Problem description: Leave out any picture and return the remaining listing below exactly as given.

Data listing:
**********
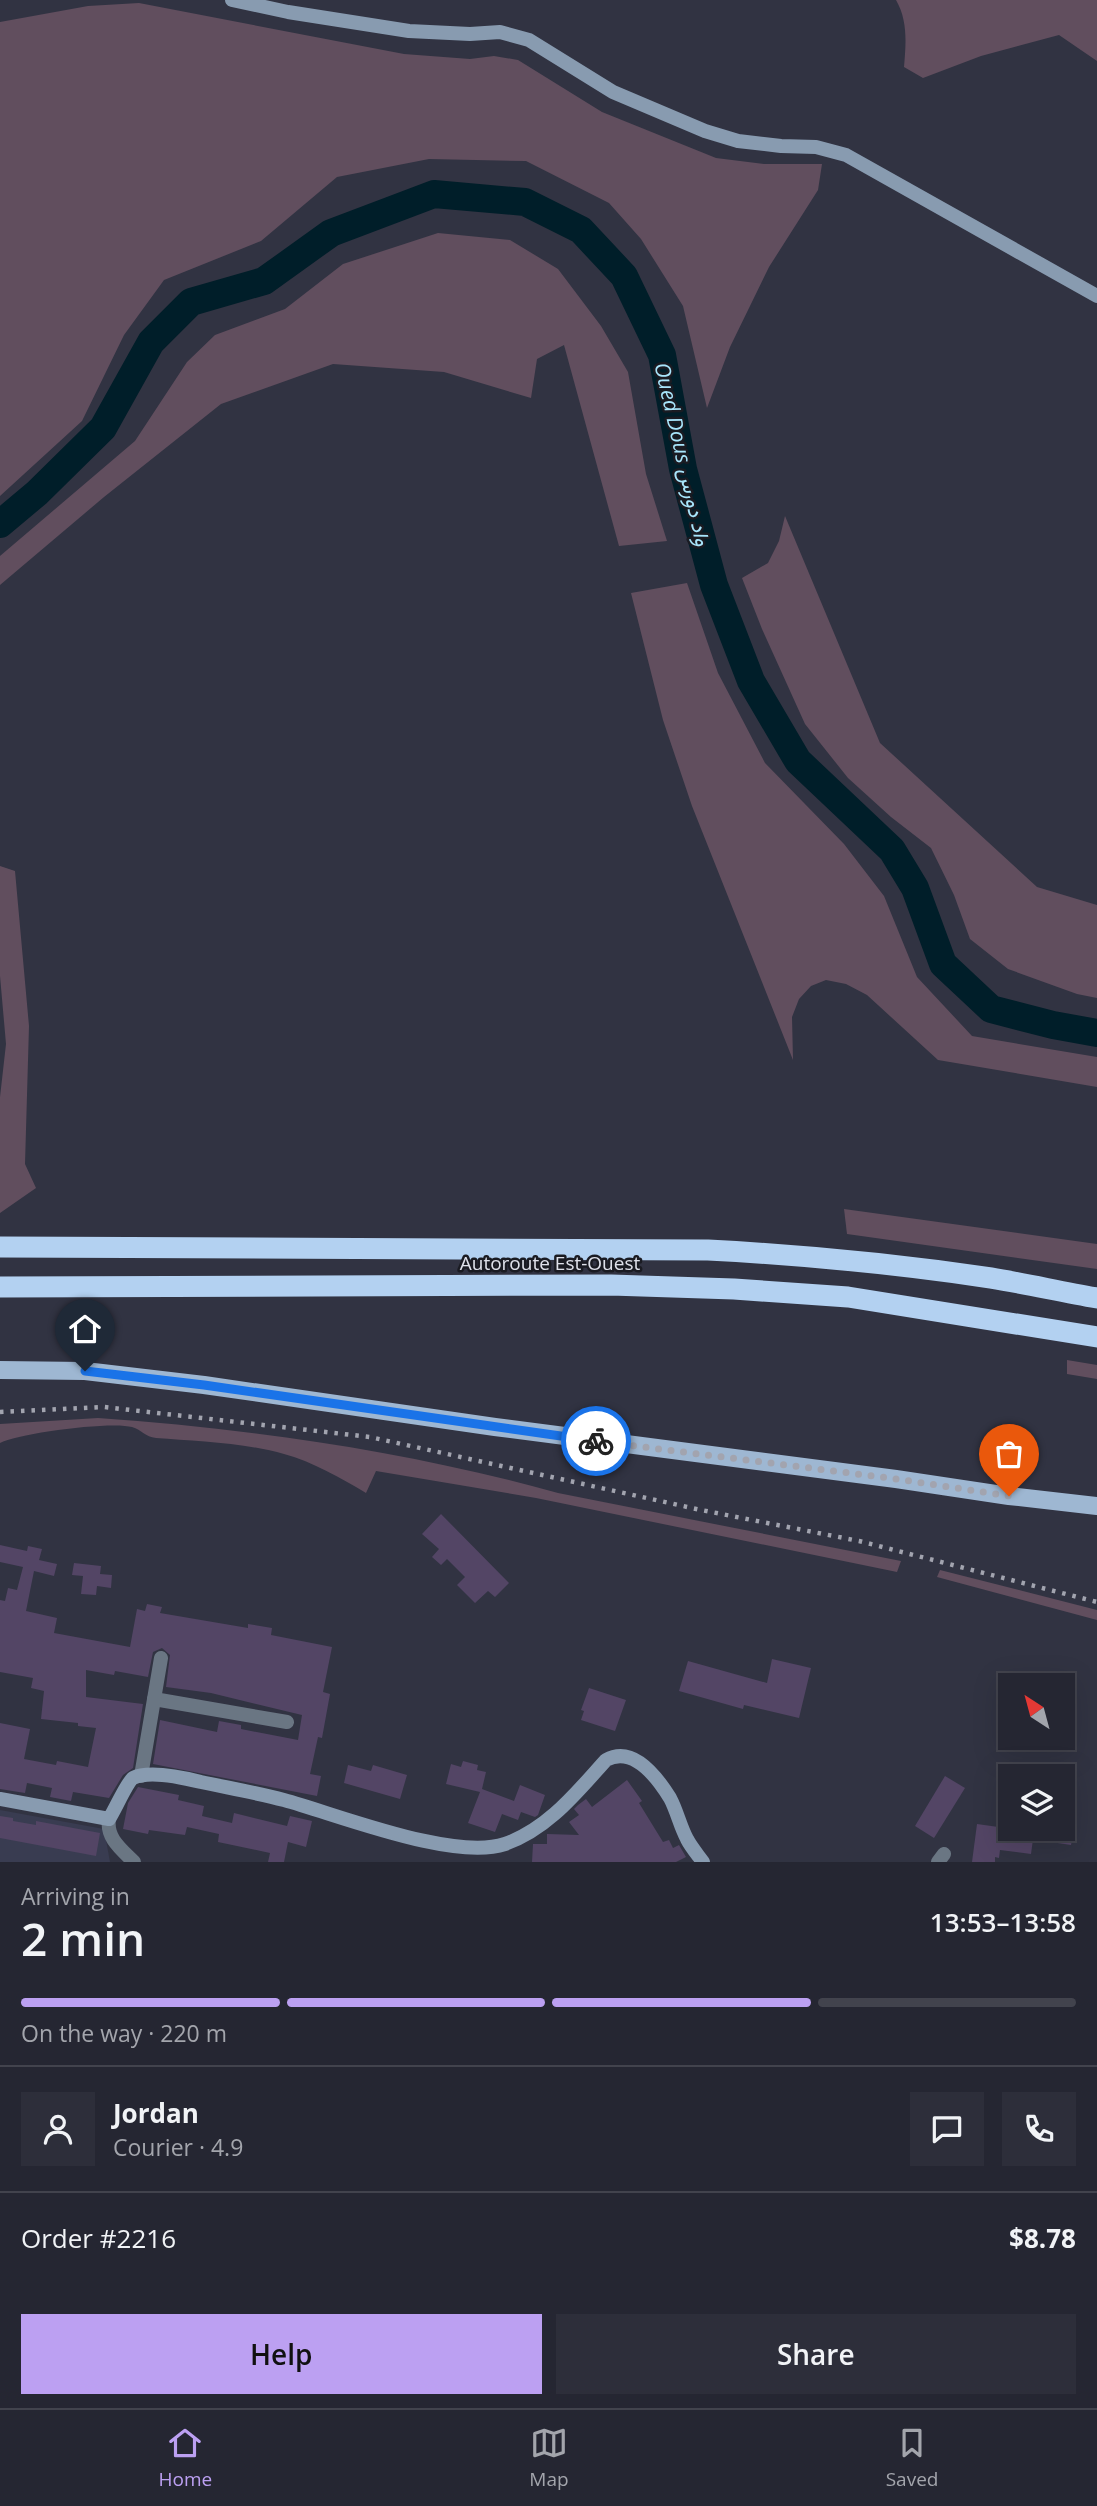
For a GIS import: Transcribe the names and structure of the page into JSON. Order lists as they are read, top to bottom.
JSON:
{
  "streets": {
    "highway": ["Autoroute Est-Ouest"]
  },
  "water": ["Oued Dous واد دورس"],
  "north": "top left",
  "page": {
    "heading": ["2 min", "Arriving in", "13:53–13:58"],
    "panel": [
      "Jordan",
      "Courier · 4.9",
      "Order #2216",
      "$8.78"
    ],
    "bar": "On the way · 220 m",
    "buttons": ["Help", "Share"],
    "tabs": ["Home", "Map", "Saved"]
  }
}
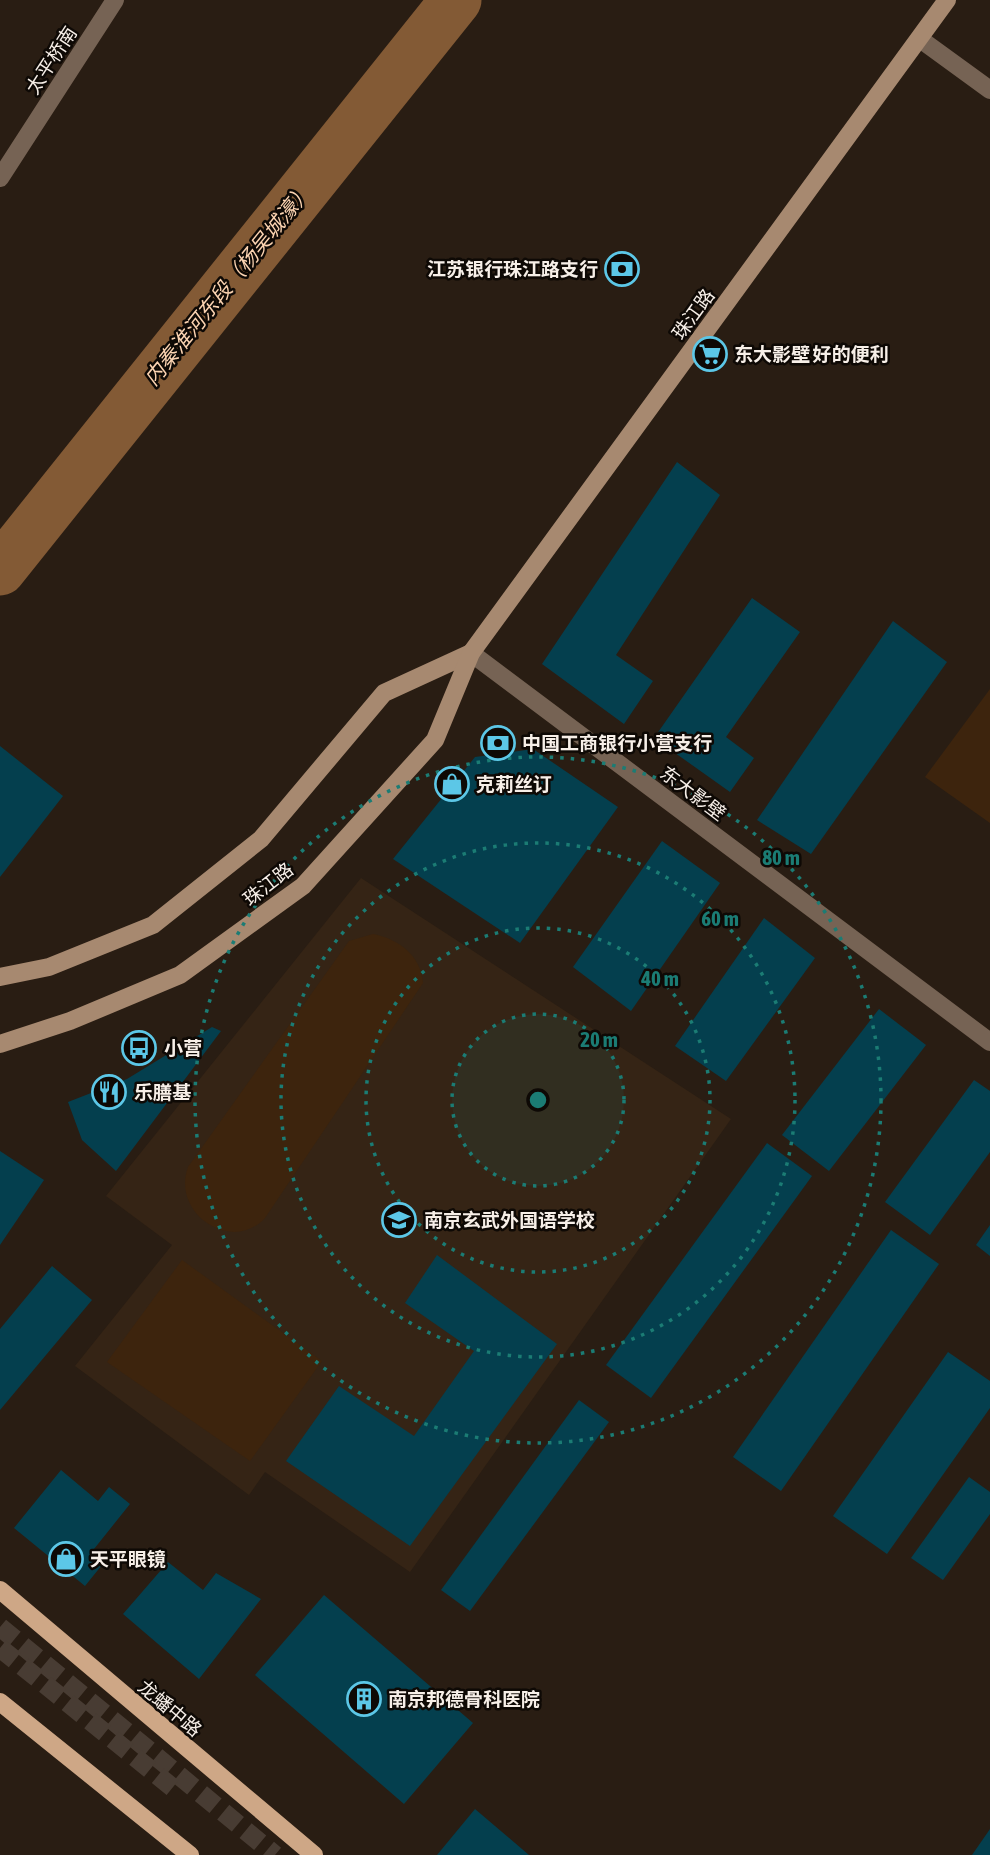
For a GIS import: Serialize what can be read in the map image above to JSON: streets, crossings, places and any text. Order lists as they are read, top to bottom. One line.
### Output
{"streets":{"main road":["珠江路","龙蟠中路"],"street":["太平桥南","东大影壁"]},"crossings":[["珠江路","东大影壁"]],"water":["内秦淮河东段（杨吴城濠）"],"places":{"bank":["江苏银行珠江路支行","中国工商银行小营支行"],"supermarket":["东大影壁 好的便利"],"shop":["克莉丝订","天平眼镜"],"bus stop":["小营"],"restaurant":["乐膳基"],"school or university":["南京玄武外国语学校"],"building":["南京邦德骨科医院"]},"rings":["80 m","60 m","40 m","20 m"]}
**********
Solution to this task:
For a GIS import: Transcribe the names and structure of the page into JSON. Order lists as they are read, top to bottom.
JSON:
{
  "streets": {
    "highway": ["Autoroute Est-Ouest"]
  },
  "water": ["Oued Dous واد دورس"],
  "north": "top left",
  "page": {
    "heading": ["2 min", "Arriving in", "13:53–13:58"],
    "panel": [
      "Jordan",
      "Courier · 4.9",
      "Order #2216",
      "$8.78"
    ],
    "bar": "On the way · 220 m",
    "buttons": ["Help", "Share"],
    "tabs": ["Home", "Map", "Saved"]
  }
}
For a GIS import: Serialize what can be read in the map image above to JSON: streets, crossings, places and any text. Order lists as they are read, top to bottom. One line.
### Output
{"streets":{"main road":["珠江路","龙蟠中路"],"street":["太平桥南","东大影壁"]},"crossings":[["珠江路","东大影壁"]],"water":["内秦淮河东段（杨吴城濠）"],"places":{"bank":["江苏银行珠江路支行","中国工商银行小营支行"],"supermarket":["东大影壁 好的便利"],"shop":["克莉丝订","天平眼镜"],"bus stop":["小营"],"restaurant":["乐膳基"],"school or university":["南京玄武外国语学校"],"building":["南京邦德骨科医院"]},"rings":["80 m","60 m","40 m","20 m"]}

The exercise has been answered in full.